Inhalt: Tauche in eine zauberhafte Winterwelt ein, in der Mila, ein warmherziges Mädchen mit einer Vorliebe fürs Eislaufen, und Alfi, ein schüchterner Pinguin, eine unerwartete Freundschaft schließen.

Diese bezaubernde Geschichte führt dein Kind in ein magisches Dorf, in dem gemeinsame Abenteuer auf dem glitzernden Eis und die Kraft der Zuversicht das Herz erwärmen. Ein Fest der Freude und des Mutes, perfekt für kleine Entdecker und große Träumer.

Vorlesedauer: 15-Minuten – je nach Sprechtempo
Altersgruppe: für Kinder im Alter von 3 - 5 Jahren (Kindergarten)
Unsere Webseitenempfehlung: Backrezepte-Blog

Viel Spaß bei der Kindergeschichte über Mut und Freundschaft. Eure Bärbel.

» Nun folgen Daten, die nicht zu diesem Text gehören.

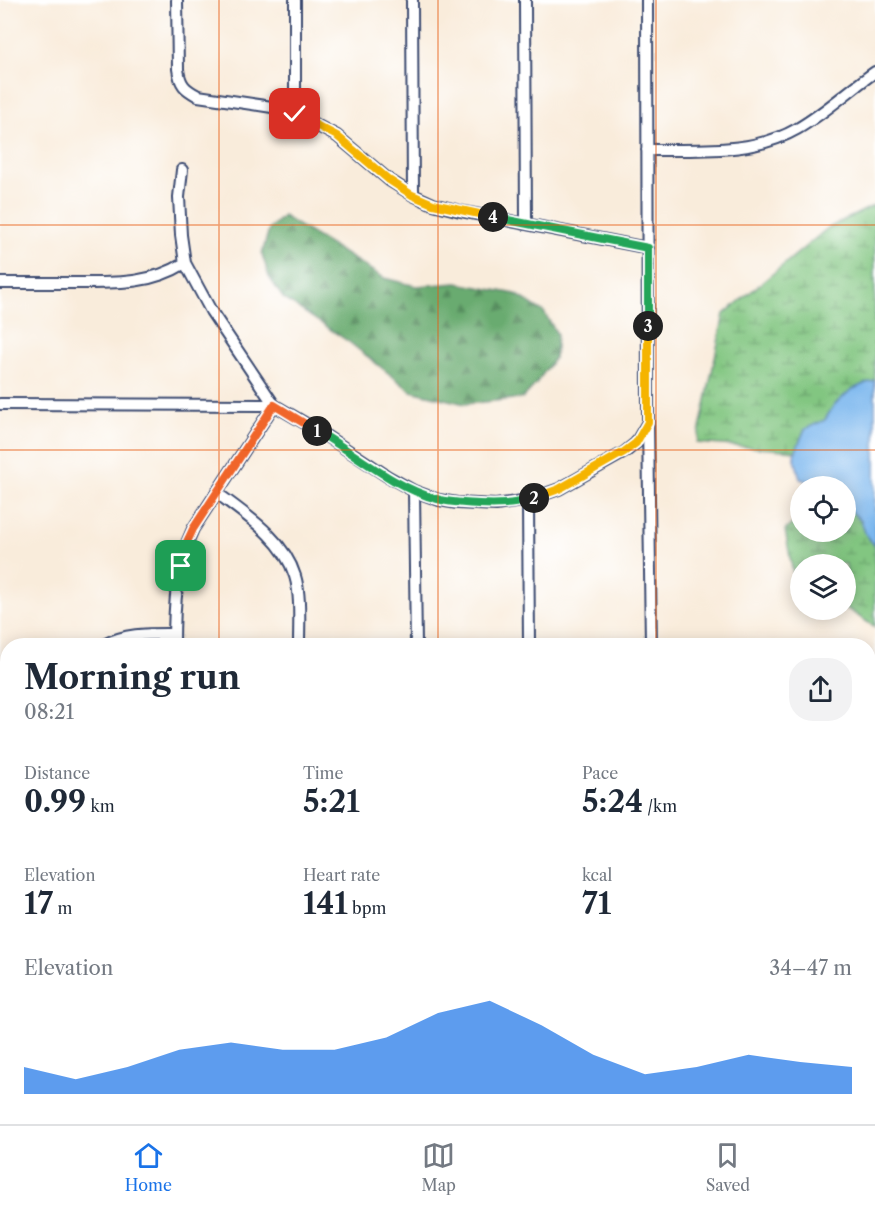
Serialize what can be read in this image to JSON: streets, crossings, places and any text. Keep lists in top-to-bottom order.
{
  "page": {
    "pins": [
      "4",
      "3",
      "1",
      "2"
    ],
    "heading": ["Morning run", "08:21"],
    "stats": [
      ["Distance", "0.99 km"],
      ["Time", "5:21"],
      ["Pace", "5:24 /km"],
      ["Elevation", "17 m"],
      ["Heart rate", "141 bpm"],
      ["kcal", "71"]
    ],
    "chart": ["Elevation", "34–47 m"],
    "tabs": ["Home", "Map", "Saved"]
  }
}
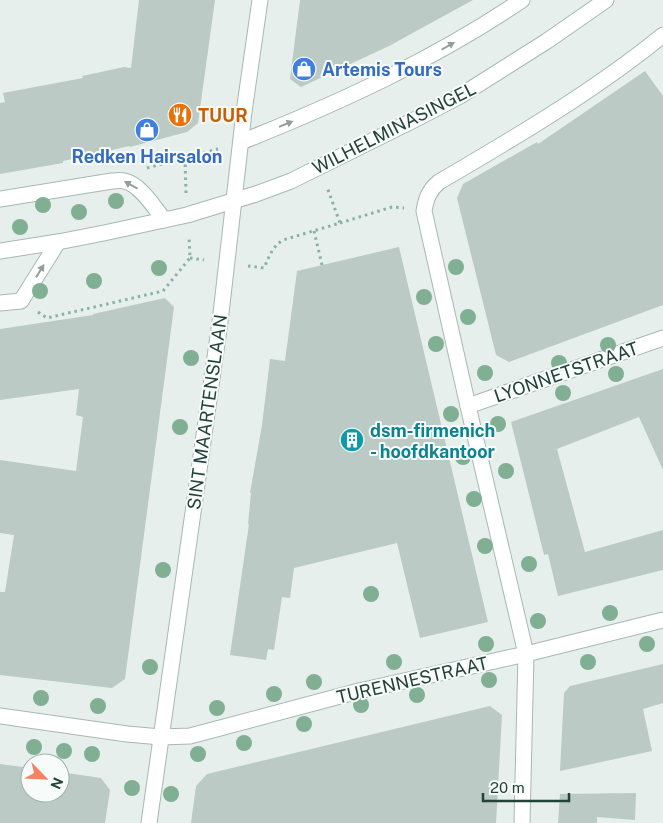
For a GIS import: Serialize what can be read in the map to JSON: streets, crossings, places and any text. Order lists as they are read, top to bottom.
{
  "streets": {
    "street": [
      "WILHELMINASINGEL",
      "LYONNETSTRAAT",
      "SINT MAARTENSLAAN",
      "TURENNESTRAAT"
    ]
  },
  "crossings": [
    ["WILHELMINASINGEL", "SINT MAARTENSLAAN"],
    ["SINT MAARTENSLAAN", "TURENNESTRAAT"]
  ],
  "places": {
    "shop": ["Artemis Tours", "Redken Hairsalon"],
    "restaurant": ["TUUR"],
    "building": ["dsm-firmenich - hoofdkantoor"]
  },
  "scale_bar": "20 m",
  "north": "bottom right"
}
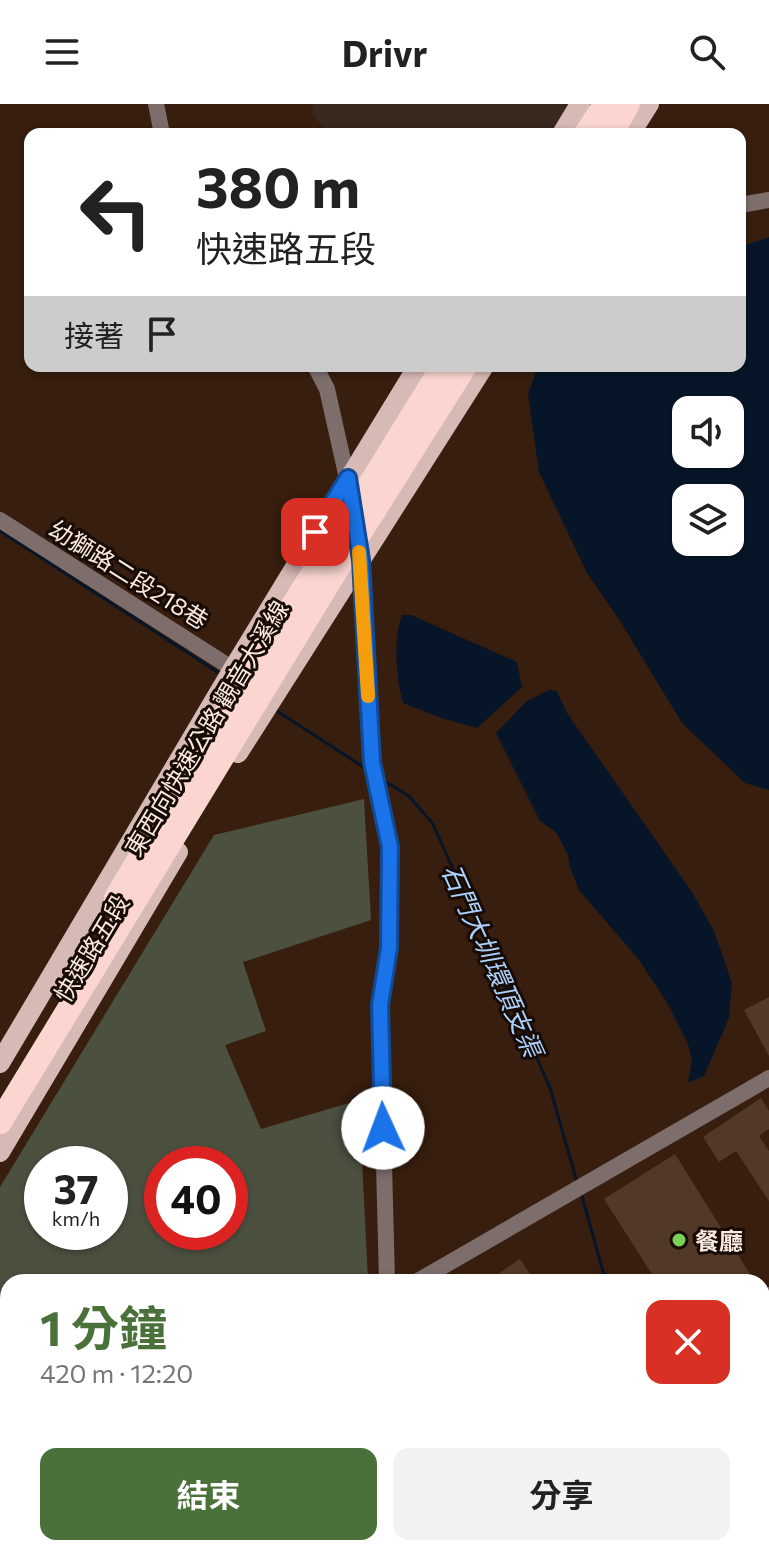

Kindergeschichte über Mut und Freundschaft

Alfi, Mila und der magische Kerzenschein
Kindergeschichte über Mut und Freundschaft

In einem zauberhaften, von Schnee bedeckten Dörfchen, das sich behutsam zwischen den Armen eines alten, geheimnisumwobenen Waldes schmiegte, wohnte Mila.

Mila war ein bezauberndes Mädchen mit dichten, kastanienbraunen Haaren und einer Brille, so rund wie Mondkuchen.

Ihr Herz schlug ganz besonders für die kalte Jahreszeit, und wenn die ersten Schneeflocken fielen, konnte sie es kaum erwarten, ihre Schlittschuhe anzuziehen und über den zugefrorenen Dorfteich zu gleiten.

An einem besonders frostigen Morgen, an dem glitzernder Neuschnee alles in eine märchenhafte Decke hüllte, kamen drei Pinguine ins Dorf: Alfi, Pauli und Livi.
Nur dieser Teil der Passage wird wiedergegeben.